Computer Crime Research Center


Stopping Internet crime is a law enforcement priority

Date: February 28, 2008

The potential for crime on the Internet is limited only by human ingenuity. That makes it an open field.

An official-appearing but dishonest e-mail can turn even cautious citizens into fraud victims.

Harassment and bullying are rampant on computer screens.

Deliberately injected viruses wreak havoc with official and personal business.

Effective law enforcement seeks to stay a step ahead of the criminals. Kansas lawmakers can help that process by pumping more money into the state’s cyber-crime unit.

Attorney General Stephen Six is requesting $430,000 in the next budget year to hire four persons and pay for some educational resources.

Legislators have numerous budget demands to consider, but the escalation of Internet crime has outpaced the capacity of the single investigator and prosecutor assigned to the cyber unit.

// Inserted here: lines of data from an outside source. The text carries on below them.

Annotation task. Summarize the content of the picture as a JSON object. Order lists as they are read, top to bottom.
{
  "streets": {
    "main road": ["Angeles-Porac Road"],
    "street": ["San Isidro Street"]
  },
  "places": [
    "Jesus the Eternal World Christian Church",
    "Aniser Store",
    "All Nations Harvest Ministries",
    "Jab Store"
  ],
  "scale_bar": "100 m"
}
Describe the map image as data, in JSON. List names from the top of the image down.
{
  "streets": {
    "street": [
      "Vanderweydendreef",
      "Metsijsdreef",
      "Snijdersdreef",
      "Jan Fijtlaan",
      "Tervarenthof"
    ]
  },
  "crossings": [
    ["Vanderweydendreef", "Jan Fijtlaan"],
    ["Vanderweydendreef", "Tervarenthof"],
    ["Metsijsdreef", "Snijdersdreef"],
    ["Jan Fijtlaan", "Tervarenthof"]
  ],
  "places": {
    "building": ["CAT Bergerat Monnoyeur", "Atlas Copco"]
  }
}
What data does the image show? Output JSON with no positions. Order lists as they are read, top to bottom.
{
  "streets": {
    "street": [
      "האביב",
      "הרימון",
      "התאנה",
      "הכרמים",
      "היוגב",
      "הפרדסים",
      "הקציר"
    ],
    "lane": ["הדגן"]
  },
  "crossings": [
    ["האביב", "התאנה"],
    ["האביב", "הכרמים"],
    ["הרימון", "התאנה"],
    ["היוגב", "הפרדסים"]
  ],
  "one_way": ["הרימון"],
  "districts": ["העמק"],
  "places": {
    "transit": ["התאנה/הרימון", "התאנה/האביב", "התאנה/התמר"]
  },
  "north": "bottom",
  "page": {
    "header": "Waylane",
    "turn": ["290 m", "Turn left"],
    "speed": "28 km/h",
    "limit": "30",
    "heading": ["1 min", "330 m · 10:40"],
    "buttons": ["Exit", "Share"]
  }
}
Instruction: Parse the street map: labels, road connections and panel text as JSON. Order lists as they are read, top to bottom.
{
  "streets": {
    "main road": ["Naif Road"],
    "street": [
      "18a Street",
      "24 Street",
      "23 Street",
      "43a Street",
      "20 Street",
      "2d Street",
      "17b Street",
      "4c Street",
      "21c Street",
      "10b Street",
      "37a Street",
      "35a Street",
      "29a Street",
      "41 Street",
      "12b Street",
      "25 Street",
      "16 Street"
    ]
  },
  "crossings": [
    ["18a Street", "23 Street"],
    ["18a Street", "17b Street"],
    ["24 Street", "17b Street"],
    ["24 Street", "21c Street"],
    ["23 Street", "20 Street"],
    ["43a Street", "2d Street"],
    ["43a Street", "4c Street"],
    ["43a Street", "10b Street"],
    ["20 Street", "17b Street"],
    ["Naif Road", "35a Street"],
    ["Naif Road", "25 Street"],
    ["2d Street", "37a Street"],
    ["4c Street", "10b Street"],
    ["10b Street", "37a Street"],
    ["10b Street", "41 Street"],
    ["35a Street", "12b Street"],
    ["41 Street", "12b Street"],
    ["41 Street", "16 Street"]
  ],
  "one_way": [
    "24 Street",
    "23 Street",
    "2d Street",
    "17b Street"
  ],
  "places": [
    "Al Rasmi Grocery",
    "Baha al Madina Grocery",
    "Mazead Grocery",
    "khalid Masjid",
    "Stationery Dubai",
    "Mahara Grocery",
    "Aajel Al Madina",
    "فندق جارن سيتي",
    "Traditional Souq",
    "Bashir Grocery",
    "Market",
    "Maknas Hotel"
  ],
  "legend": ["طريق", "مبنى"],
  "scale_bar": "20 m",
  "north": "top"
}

Six proposes adding a prosecutor, an investigator, a crime analyst and a trainer.

The right people assigned to those positions could track down offenders and provide a strong deterrent to con artists and predators.

The attorney general’s plans to provide more education for citizens also make sense.

Members of the public need clear information on how to spot potential cyber crime and how to report their suspicions.

The state attorney general’s office is the appropriate agency to lead that effort.